Dans mes précédents articles (yang-sheng, Yang-sheng partie 2), j’ai présenté 2 positions debout qui s’inscrivent dans un travail de méditation spécifique. La pratique de ces positions a ceci de particulier qu’elle peut autant s’inscrire dans un cadre de développement personnel que dans un cadre spirituel ; les principes sous-jacents se retrouvent aussi bien dans le Qi Gong que dans les pratiques taoïstes de santé et peuvent également se relier au bouddhisme. Ainsi, ce travail essentiel de posture constitue la porte d’entrée de ces approches différentes et complémentaires.
Une des principales caractéristiques de la méditation debout est qu’elle s’adresse à toutes les classes d’âge, enfants, adolescents et adultes.

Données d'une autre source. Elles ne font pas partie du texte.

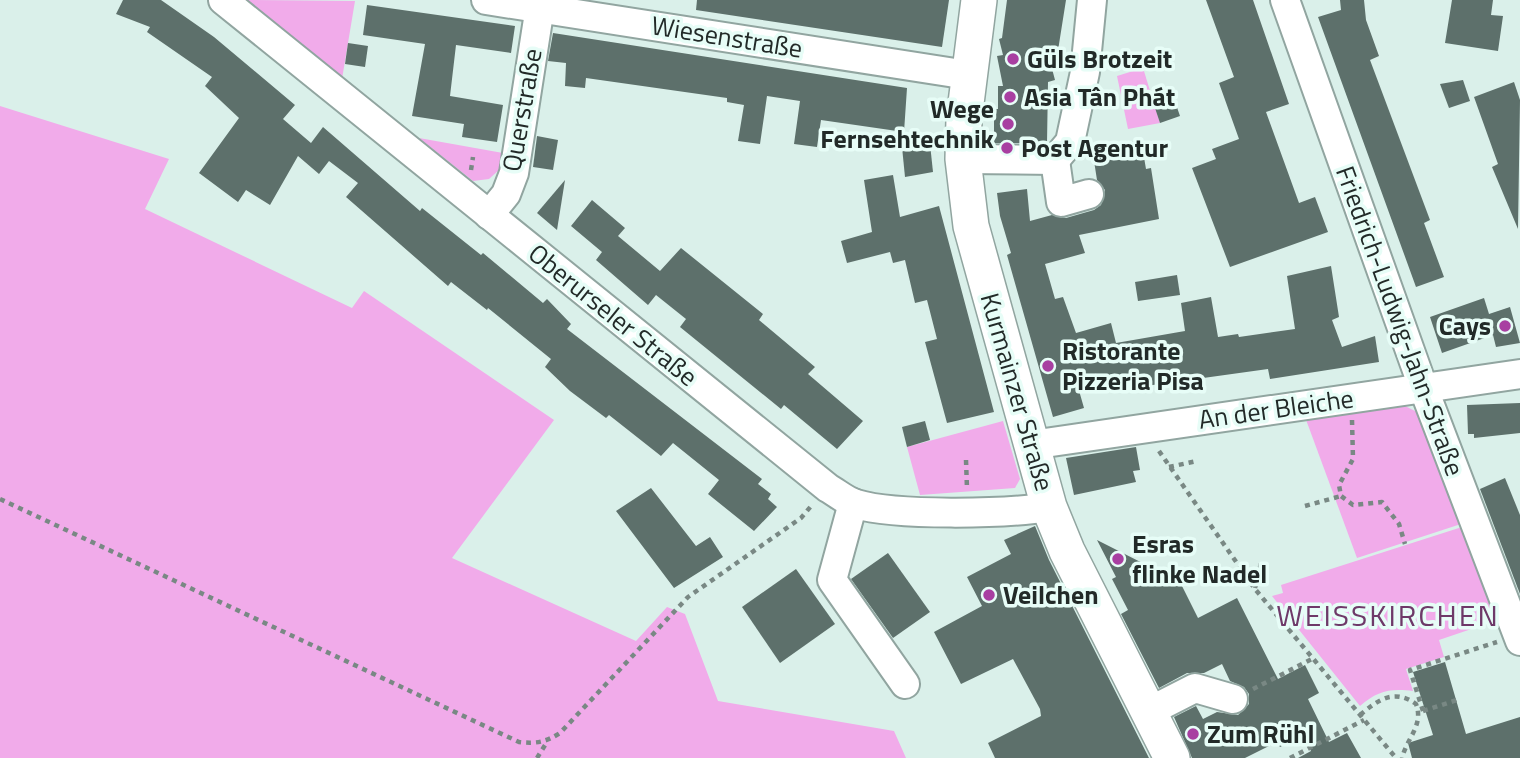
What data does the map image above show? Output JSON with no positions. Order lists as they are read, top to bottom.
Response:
{
  "streets": {
    "main road": ["Kurmainzer Straße"],
    "street": [
      "Wiesenstraße",
      "Querstraße",
      "Oberurseler Straße",
      "Friedrich-Ludwig-Jahn-Straße",
      "An der Bleiche"
    ]
  },
  "crossings": [
    ["Wiesenstraße", "Querstraße"],
    ["Wiesenstraße", "Kurmainzer Straße"],
    ["Querstraße", "Oberurseler Straße"],
    ["Oberurseler Straße", "Kurmainzer Straße"],
    ["Friedrich-Ludwig-Jahn-Straße", "An der Bleiche"],
    ["Kurmainzer Straße", "An der Bleiche"]
  ],
  "districts": ["WEISSKIRCHEN"],
  "places": [
    "Güls Brotzeit",
    "Asia Tân Phát",
    "Wege Fernsehtechnik",
    "Post Agentur",
    "Cays",
    "Ristorante Pizzeria Pisa",
    "Esras flinke Nadel",
    "Veilchen",
    "Zum Rühl"
  ]
}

Les enfants, en adoptant une position immobile apprendront à se calmer et à canaliser leur énergie ; Les adolescents pourront ainsi intensifier leur concentration et leur bien-être, qui leur fait souvent défaut en grandissant et qui est également liée à l’utilisation parfois abusive des smartphones et tablettes.
Si ces caractéristiques peuvent se développer chez les enfants et les adolescents, elles le peuvent tout autant chez les adultes ; Les personnes en proie à des addictions ou des pathologies physiques pourront aussi y trouver des moyens pour rétablir leur santé et améliorer leur vie.
La posture
Dans le tout premier article, j’ai présenté la posture Wuji, qui permet d’aborder la pratique de façon simple et aisée. J’ai également présenté les principes à respecter, à savoir comment placer chaque partie du corps.
Dans le second article, j’ai présenté la posture Fu Tuo Shi, qui reprend les mêmes principes par rapport au corps, exception faite de la position des bras, qui restent bas (cela permet de s’habituer à relâcher progressivement les tensions musculaires lorsqu’elles apparaissent).
Dans cet article, je vais donc présenter la troisième et dernière posture, Hun Yuan Zhuang.
Malgré le fait que le nom français « posture de l’arbre » soit le plus communément utilisé je vais, dans le cadre de cet article, volontairement garder son nom chinois. En effet, les caractères chinois utilisés évoquent de manière plus directe les qualités qui la caractérisent et que l’on va rechercher.
浑 Hun : Entier, complet
圆 Yuan : Rond, circulaire, sphérique
状 Zhuang : Forme, état, condition, position
浑圆状 Hunyuanzhuang : posture parfaitement ronde
Les caractères évoquent donc une forme de position, un état dans lequel on se place afin de rechercher l’unité, la circularité et l’harmonie.
Cet état est à la fois celui dans lequel on se place, physiquement et mentalement, mais aussi celui qu’on va chercher à atteindre progressivement dans le temps. On peut donc se rendre compte que cette forme d’exercice a une action sur les plans physiques, mentaux et énergétiques ; elle constitue le début, le milieu et la fin du processus et se suffit à elle-même.
L’unité représente à la fois l’union du corps et de l’esprit mais aussi l’union de l’être et de l’univers et de l’être avec son environnement.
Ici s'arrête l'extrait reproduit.